▸ **What you are asked to do**
In the records below, find the line containing "الطيب عبد الرازق</span>". Restate it and all the lines after it exactly, and omit the rest.

▸ **Source material**
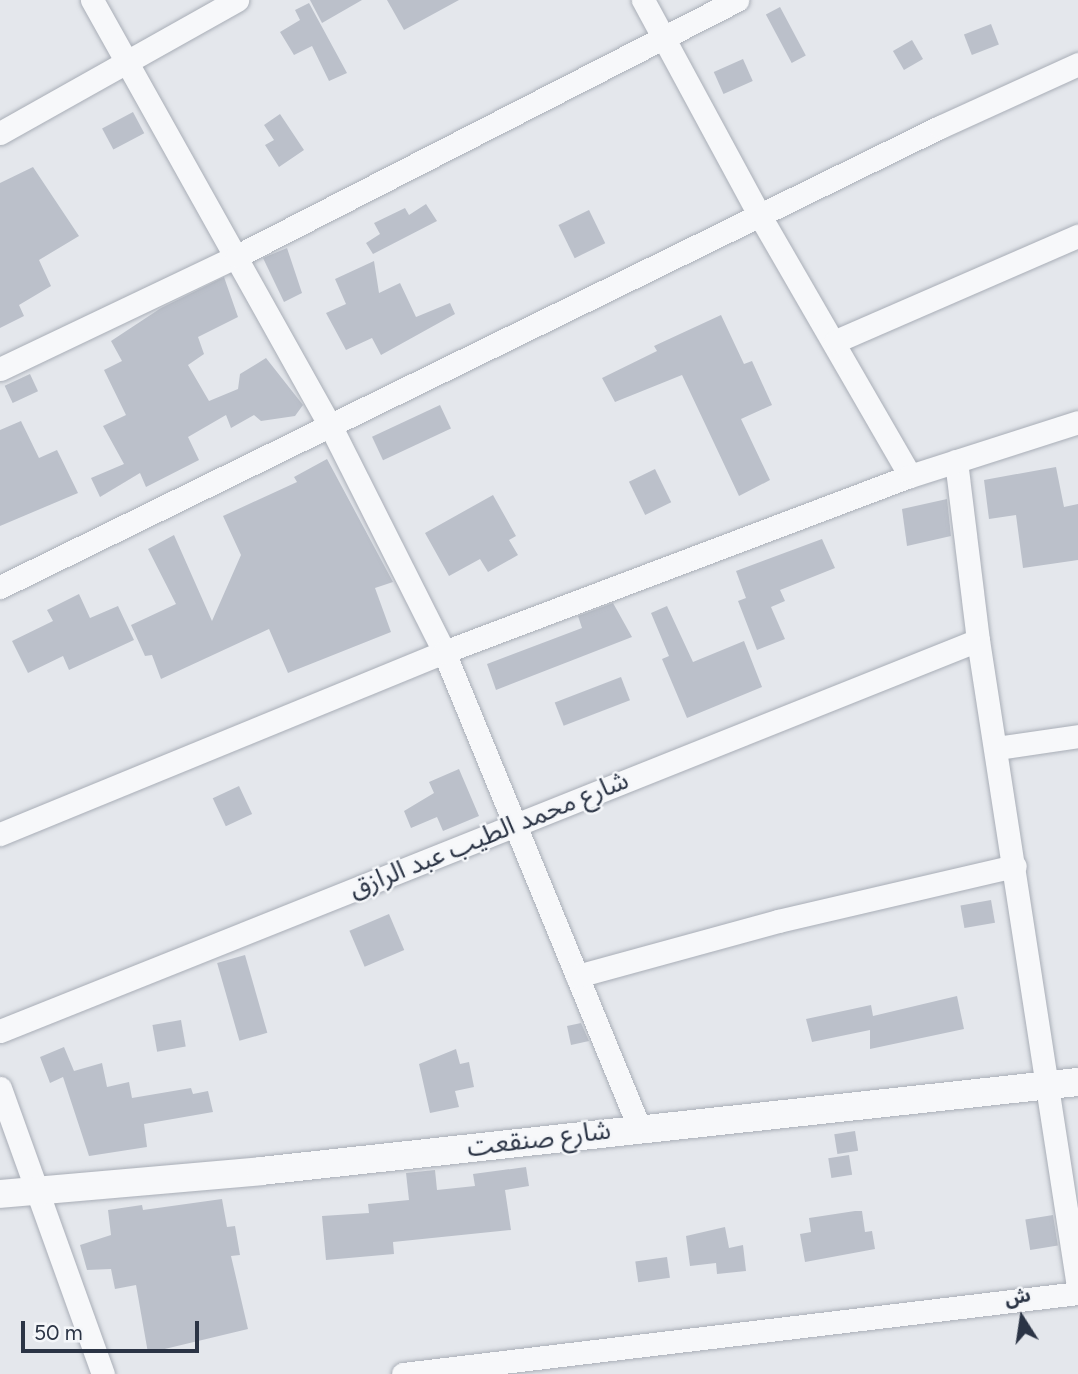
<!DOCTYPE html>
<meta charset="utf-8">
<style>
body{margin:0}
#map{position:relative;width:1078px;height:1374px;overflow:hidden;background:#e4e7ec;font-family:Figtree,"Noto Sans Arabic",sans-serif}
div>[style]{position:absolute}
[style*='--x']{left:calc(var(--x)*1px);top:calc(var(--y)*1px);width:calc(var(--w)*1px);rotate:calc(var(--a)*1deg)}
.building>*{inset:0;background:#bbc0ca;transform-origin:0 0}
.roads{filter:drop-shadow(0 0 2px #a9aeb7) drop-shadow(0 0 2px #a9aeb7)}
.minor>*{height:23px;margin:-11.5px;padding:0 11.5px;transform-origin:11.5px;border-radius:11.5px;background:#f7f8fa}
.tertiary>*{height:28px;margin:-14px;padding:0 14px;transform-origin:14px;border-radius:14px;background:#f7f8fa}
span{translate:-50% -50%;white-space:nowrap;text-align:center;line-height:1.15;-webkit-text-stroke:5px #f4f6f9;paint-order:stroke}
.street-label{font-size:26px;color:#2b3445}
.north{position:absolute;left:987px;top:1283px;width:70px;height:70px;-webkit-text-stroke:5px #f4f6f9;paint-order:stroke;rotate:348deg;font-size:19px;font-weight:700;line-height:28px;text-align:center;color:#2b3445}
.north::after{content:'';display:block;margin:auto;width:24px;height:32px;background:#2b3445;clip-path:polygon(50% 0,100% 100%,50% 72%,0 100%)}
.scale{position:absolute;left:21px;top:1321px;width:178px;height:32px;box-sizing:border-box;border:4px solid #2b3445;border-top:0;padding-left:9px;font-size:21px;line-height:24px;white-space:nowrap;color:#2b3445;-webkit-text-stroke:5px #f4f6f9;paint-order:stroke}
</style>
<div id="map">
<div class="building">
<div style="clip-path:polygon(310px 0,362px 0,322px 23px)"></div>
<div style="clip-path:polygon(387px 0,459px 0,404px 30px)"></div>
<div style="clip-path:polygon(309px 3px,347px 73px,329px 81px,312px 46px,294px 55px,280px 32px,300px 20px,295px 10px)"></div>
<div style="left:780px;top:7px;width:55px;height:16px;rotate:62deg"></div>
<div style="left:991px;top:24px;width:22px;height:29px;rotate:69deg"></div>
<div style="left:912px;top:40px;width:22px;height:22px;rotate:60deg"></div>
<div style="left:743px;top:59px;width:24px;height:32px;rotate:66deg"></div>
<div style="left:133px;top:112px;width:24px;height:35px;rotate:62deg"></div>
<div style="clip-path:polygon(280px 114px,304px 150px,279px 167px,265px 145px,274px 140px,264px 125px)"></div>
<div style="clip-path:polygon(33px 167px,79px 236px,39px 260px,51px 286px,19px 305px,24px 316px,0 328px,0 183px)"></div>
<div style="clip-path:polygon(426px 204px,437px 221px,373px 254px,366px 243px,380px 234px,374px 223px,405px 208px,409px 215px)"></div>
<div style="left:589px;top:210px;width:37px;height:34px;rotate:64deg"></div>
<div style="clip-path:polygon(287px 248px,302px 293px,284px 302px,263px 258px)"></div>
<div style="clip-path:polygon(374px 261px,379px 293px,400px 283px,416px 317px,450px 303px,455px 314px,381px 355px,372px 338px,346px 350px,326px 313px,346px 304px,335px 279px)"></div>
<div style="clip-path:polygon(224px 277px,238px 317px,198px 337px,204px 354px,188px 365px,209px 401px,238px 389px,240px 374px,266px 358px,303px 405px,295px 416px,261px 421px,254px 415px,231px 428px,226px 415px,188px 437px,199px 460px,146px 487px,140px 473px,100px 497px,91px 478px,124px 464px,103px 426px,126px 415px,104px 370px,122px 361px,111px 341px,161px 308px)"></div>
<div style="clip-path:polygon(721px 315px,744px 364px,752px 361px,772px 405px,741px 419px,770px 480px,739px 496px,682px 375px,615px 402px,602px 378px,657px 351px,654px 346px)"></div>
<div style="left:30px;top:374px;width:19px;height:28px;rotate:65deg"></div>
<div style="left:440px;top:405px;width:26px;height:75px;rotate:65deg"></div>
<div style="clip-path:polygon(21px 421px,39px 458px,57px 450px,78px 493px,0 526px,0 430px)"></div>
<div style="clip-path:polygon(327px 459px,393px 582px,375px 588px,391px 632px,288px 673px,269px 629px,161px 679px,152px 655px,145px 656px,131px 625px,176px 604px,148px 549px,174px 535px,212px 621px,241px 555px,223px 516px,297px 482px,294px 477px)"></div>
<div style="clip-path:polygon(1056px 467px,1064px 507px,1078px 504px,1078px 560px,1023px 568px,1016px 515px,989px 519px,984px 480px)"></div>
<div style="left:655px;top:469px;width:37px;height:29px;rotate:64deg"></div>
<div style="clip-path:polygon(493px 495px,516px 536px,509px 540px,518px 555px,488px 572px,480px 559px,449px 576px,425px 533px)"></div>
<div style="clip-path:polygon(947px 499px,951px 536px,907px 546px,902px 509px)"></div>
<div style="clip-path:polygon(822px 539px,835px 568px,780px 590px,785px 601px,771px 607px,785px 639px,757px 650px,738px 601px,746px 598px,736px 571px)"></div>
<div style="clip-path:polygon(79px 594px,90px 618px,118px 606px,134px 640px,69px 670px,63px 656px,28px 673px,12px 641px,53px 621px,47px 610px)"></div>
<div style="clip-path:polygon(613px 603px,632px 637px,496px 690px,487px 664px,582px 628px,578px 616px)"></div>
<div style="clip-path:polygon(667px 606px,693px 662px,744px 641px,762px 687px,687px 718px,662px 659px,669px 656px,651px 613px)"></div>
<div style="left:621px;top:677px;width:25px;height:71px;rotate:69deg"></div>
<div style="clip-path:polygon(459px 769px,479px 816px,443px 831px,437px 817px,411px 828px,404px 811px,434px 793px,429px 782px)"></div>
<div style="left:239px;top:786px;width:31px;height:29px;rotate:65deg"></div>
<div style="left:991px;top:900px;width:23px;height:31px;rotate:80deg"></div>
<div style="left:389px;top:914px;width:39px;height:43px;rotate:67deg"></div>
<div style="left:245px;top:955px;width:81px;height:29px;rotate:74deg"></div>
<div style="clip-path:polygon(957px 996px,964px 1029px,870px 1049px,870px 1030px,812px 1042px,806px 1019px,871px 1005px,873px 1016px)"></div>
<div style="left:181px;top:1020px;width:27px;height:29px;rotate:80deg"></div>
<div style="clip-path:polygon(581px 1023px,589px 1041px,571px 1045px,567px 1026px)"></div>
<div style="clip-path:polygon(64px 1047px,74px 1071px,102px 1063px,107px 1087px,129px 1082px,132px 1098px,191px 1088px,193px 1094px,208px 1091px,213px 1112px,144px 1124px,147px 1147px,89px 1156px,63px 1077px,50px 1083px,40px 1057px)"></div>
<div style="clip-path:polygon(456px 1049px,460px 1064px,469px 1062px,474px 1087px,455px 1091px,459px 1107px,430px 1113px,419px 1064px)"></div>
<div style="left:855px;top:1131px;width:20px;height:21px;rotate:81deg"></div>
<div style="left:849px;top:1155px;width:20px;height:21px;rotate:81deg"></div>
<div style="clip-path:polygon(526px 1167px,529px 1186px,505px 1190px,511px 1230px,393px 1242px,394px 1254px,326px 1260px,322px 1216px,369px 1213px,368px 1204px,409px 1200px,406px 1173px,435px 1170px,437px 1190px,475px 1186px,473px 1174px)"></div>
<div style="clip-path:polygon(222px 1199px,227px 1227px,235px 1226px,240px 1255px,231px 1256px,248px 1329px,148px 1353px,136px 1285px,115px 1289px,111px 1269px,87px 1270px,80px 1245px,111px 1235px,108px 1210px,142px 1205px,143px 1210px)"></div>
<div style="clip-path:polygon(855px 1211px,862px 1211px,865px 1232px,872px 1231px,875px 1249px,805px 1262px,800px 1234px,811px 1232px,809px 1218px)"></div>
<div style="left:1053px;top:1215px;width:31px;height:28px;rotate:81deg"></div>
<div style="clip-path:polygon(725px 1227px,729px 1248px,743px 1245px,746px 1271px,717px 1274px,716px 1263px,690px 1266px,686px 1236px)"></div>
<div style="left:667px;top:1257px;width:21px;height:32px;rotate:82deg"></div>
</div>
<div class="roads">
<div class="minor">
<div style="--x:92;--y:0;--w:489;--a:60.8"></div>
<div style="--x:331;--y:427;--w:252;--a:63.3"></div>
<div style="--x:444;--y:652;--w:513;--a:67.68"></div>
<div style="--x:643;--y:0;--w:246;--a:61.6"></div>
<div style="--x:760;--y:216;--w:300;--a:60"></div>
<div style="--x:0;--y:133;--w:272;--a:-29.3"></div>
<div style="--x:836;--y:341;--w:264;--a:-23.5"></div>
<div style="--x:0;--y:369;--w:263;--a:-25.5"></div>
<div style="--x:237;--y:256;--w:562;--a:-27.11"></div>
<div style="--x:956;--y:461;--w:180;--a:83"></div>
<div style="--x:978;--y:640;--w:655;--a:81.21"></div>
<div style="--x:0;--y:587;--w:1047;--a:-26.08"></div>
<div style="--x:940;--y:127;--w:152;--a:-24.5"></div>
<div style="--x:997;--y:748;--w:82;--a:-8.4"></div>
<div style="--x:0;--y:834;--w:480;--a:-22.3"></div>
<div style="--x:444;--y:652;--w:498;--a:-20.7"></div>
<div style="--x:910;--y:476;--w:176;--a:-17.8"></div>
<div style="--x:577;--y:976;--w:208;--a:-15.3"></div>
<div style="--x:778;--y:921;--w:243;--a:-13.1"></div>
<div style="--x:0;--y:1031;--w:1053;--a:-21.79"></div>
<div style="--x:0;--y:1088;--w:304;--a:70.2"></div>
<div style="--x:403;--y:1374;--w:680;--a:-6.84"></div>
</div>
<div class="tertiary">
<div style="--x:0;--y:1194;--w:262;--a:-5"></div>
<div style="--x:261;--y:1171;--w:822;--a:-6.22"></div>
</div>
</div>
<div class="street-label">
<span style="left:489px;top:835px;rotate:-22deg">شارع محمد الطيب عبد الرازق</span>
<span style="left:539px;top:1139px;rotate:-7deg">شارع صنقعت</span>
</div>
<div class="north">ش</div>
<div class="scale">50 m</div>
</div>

▸ **Task output**
<span style="left:489px;top:835px;rotate:-22deg">شارع محمد الطيب عبد الرازق</span>
<span style="left:539px;top:1139px;rotate:-7deg">شارع صنقعت</span>
</div>
<div class="north">ش</div>
<div class="scale">50 m</div>
</div>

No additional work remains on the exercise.